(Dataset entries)
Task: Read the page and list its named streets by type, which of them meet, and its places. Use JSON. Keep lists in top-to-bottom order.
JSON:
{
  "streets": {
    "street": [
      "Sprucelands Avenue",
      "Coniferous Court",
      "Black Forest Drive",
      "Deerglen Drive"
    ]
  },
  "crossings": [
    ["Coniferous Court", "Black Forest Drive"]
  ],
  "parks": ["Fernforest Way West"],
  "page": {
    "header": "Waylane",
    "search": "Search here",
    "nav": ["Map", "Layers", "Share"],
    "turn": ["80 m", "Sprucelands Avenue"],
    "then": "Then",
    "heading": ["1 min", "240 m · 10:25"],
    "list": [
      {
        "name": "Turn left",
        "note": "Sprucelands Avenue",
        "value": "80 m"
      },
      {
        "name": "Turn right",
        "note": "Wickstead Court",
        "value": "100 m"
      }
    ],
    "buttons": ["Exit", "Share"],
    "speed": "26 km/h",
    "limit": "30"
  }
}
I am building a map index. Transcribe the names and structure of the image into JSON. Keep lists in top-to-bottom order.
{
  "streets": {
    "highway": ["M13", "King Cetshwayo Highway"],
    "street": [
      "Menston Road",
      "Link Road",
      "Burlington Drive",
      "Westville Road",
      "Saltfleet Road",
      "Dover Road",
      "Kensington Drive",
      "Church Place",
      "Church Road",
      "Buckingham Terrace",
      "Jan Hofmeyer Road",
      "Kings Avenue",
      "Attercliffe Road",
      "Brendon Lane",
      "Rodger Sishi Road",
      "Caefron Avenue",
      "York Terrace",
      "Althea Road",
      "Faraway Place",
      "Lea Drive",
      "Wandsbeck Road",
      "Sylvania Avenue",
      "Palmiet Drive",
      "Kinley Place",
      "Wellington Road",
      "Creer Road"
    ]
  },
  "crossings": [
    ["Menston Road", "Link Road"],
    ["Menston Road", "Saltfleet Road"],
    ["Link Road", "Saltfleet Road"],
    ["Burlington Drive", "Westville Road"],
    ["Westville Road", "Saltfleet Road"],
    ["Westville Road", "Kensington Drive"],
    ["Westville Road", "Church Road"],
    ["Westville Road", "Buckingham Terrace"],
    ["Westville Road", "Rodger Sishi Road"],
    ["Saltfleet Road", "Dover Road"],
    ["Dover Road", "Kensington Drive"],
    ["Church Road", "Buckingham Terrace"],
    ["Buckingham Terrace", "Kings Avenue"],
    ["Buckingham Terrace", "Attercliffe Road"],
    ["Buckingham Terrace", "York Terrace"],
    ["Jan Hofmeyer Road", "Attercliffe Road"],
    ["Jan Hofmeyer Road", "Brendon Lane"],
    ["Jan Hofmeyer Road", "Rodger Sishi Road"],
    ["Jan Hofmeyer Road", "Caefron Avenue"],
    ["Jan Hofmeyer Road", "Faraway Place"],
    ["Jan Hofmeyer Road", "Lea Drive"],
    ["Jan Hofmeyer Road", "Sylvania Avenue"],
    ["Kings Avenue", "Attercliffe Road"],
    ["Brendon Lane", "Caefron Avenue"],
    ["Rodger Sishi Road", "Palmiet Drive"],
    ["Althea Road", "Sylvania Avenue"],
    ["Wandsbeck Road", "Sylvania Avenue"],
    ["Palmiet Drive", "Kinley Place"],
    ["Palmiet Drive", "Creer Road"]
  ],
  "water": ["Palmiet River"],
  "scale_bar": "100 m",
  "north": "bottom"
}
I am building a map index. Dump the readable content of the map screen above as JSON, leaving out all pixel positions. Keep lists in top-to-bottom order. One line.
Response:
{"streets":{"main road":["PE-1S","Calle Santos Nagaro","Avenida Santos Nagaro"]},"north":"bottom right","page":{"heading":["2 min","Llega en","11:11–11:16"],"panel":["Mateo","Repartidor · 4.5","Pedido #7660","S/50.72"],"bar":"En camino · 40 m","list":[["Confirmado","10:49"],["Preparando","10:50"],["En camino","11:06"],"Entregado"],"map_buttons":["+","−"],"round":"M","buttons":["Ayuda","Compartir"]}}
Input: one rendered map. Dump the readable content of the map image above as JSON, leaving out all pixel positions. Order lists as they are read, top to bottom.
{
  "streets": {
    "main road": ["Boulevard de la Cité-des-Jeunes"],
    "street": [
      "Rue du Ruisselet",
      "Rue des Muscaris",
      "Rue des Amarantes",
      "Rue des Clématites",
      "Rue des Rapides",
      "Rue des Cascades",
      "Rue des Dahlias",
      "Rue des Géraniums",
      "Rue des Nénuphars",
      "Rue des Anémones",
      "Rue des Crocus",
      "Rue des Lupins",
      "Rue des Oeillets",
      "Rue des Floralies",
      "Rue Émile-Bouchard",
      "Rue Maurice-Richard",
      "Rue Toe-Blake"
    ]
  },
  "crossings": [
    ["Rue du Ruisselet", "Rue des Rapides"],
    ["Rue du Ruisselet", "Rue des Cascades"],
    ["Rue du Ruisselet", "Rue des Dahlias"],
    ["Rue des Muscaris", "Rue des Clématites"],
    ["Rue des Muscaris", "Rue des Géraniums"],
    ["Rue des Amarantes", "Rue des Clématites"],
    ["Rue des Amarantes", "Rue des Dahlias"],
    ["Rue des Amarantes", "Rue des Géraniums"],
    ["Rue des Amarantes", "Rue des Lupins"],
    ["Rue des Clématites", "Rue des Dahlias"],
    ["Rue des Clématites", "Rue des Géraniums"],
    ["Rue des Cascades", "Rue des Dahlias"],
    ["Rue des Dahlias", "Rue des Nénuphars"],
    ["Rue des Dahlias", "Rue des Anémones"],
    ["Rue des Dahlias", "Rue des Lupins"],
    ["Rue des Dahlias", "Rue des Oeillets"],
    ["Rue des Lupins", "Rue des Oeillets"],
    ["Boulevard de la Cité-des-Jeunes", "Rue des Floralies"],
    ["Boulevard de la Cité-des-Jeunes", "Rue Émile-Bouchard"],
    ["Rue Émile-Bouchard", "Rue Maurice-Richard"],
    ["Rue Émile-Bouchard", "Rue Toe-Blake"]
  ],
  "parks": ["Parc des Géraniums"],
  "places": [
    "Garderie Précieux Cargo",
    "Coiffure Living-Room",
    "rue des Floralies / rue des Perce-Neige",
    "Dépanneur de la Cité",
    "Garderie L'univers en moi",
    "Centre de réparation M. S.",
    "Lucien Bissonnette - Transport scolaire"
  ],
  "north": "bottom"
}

— WORK REQUEST —
Your reply must be the entries above, returned word for word.

— RESULT OF THIS EXERCISE —
Task: Read the page and list its named streets by type, which of them meet, and its places. Use JSON. Keep lists in top-to-bottom order.
JSON:
{
  "streets": {
    "street": [
      "Sprucelands Avenue",
      "Coniferous Court",
      "Black Forest Drive",
      "Deerglen Drive"
    ]
  },
  "crossings": [
    ["Coniferous Court", "Black Forest Drive"]
  ],
  "parks": ["Fernforest Way West"],
  "page": {
    "header": "Waylane",
    "search": "Search here",
    "nav": ["Map", "Layers", "Share"],
    "turn": ["80 m", "Sprucelands Avenue"],
    "then": "Then",
    "heading": ["1 min", "240 m · 10:25"],
    "list": [
      {
        "name": "Turn left",
        "note": "Sprucelands Avenue",
        "value": "80 m"
      },
      {
        "name": "Turn right",
        "note": "Wickstead Court",
        "value": "100 m"
      }
    ],
    "buttons": ["Exit", "Share"],
    "speed": "26 km/h",
    "limit": "30"
  }
}
I am building a map index. Transcribe the names and structure of the image into JSON. Keep lists in top-to-bottom order.
{
  "streets": {
    "highway": ["M13", "King Cetshwayo Highway"],
    "street": [
      "Menston Road",
      "Link Road",
      "Burlington Drive",
      "Westville Road",
      "Saltfleet Road",
      "Dover Road",
      "Kensington Drive",
      "Church Place",
      "Church Road",
      "Buckingham Terrace",
      "Jan Hofmeyer Road",
      "Kings Avenue",
      "Attercliffe Road",
      "Brendon Lane",
      "Rodger Sishi Road",
      "Caefron Avenue",
      "York Terrace",
      "Althea Road",
      "Faraway Place",
      "Lea Drive",
      "Wandsbeck Road",
      "Sylvania Avenue",
      "Palmiet Drive",
      "Kinley Place",
      "Wellington Road",
      "Creer Road"
    ]
  },
  "crossings": [
    ["Menston Road", "Link Road"],
    ["Menston Road", "Saltfleet Road"],
    ["Link Road", "Saltfleet Road"],
    ["Burlington Drive", "Westville Road"],
    ["Westville Road", "Saltfleet Road"],
    ["Westville Road", "Kensington Drive"],
    ["Westville Road", "Church Road"],
    ["Westville Road", "Buckingham Terrace"],
    ["Westville Road", "Rodger Sishi Road"],
    ["Saltfleet Road", "Dover Road"],
    ["Dover Road", "Kensington Drive"],
    ["Church Road", "Buckingham Terrace"],
    ["Buckingham Terrace", "Kings Avenue"],
    ["Buckingham Terrace", "Attercliffe Road"],
    ["Buckingham Terrace", "York Terrace"],
    ["Jan Hofmeyer Road", "Attercliffe Road"],
    ["Jan Hofmeyer Road", "Brendon Lane"],
    ["Jan Hofmeyer Road", "Rodger Sishi Road"],
    ["Jan Hofmeyer Road", "Caefron Avenue"],
    ["Jan Hofmeyer Road", "Faraway Place"],
    ["Jan Hofmeyer Road", "Lea Drive"],
    ["Jan Hofmeyer Road", "Sylvania Avenue"],
    ["Kings Avenue", "Attercliffe Road"],
    ["Brendon Lane", "Caefron Avenue"],
    ["Rodger Sishi Road", "Palmiet Drive"],
    ["Althea Road", "Sylvania Avenue"],
    ["Wandsbeck Road", "Sylvania Avenue"],
    ["Palmiet Drive", "Kinley Place"],
    ["Palmiet Drive", "Creer Road"]
  ],
  "water": ["Palmiet River"],
  "scale_bar": "100 m",
  "north": "bottom"
}
I am building a map index. Dump the readable content of the map screen above as JSON, leaving out all pixel positions. Keep lists in top-to-bottom order. One line.
Response:
{"streets":{"main road":["PE-1S","Calle Santos Nagaro","Avenida Santos Nagaro"]},"north":"bottom right","page":{"heading":["2 min","Llega en","11:11–11:16"],"panel":["Mateo","Repartidor · 4.5","Pedido #7660","S/50.72"],"bar":"En camino · 40 m","list":[["Confirmado","10:49"],["Preparando","10:50"],["En camino","11:06"],"Entregado"],"map_buttons":["+","−"],"round":"M","buttons":["Ayuda","Compartir"]}}
Input: one rendered map. Dump the readable content of the map image above as JSON, leaving out all pixel positions. Order lists as they are read, top to bottom.
{
  "streets": {
    "main road": ["Boulevard de la Cité-des-Jeunes"],
    "street": [
      "Rue du Ruisselet",
      "Rue des Muscaris",
      "Rue des Amarantes",
      "Rue des Clématites",
      "Rue des Rapides",
      "Rue des Cascades",
      "Rue des Dahlias",
      "Rue des Géraniums",
      "Rue des Nénuphars",
      "Rue des Anémones",
      "Rue des Crocus",
      "Rue des Lupins",
      "Rue des Oeillets",
      "Rue des Floralies",
      "Rue Émile-Bouchard",
      "Rue Maurice-Richard",
      "Rue Toe-Blake"
    ]
  },
  "crossings": [
    ["Rue du Ruisselet", "Rue des Rapides"],
    ["Rue du Ruisselet", "Rue des Cascades"],
    ["Rue du Ruisselet", "Rue des Dahlias"],
    ["Rue des Muscaris", "Rue des Clématites"],
    ["Rue des Muscaris", "Rue des Géraniums"],
    ["Rue des Amarantes", "Rue des Clématites"],
    ["Rue des Amarantes", "Rue des Dahlias"],
    ["Rue des Amarantes", "Rue des Géraniums"],
    ["Rue des Amarantes", "Rue des Lupins"],
    ["Rue des Clématites", "Rue des Dahlias"],
    ["Rue des Clématites", "Rue des Géraniums"],
    ["Rue des Cascades", "Rue des Dahlias"],
    ["Rue des Dahlias", "Rue des Nénuphars"],
    ["Rue des Dahlias", "Rue des Anémones"],
    ["Rue des Dahlias", "Rue des Lupins"],
    ["Rue des Dahlias", "Rue des Oeillets"],
    ["Rue des Lupins", "Rue des Oeillets"],
    ["Boulevard de la Cité-des-Jeunes", "Rue des Floralies"],
    ["Boulevard de la Cité-des-Jeunes", "Rue Émile-Bouchard"],
    ["Rue Émile-Bouchard", "Rue Maurice-Richard"],
    ["Rue Émile-Bouchard", "Rue Toe-Blake"]
  ],
  "parks": ["Parc des Géraniums"],
  "places": [
    "Garderie Précieux Cargo",
    "Coiffure Living-Room",
    "rue des Floralies / rue des Perce-Neige",
    "Dépanneur de la Cité",
    "Garderie L'univers en moi",
    "Centre de réparation M. S.",
    "Lucien Bissonnette - Transport scolaire"
  ],
  "north": "bottom"
}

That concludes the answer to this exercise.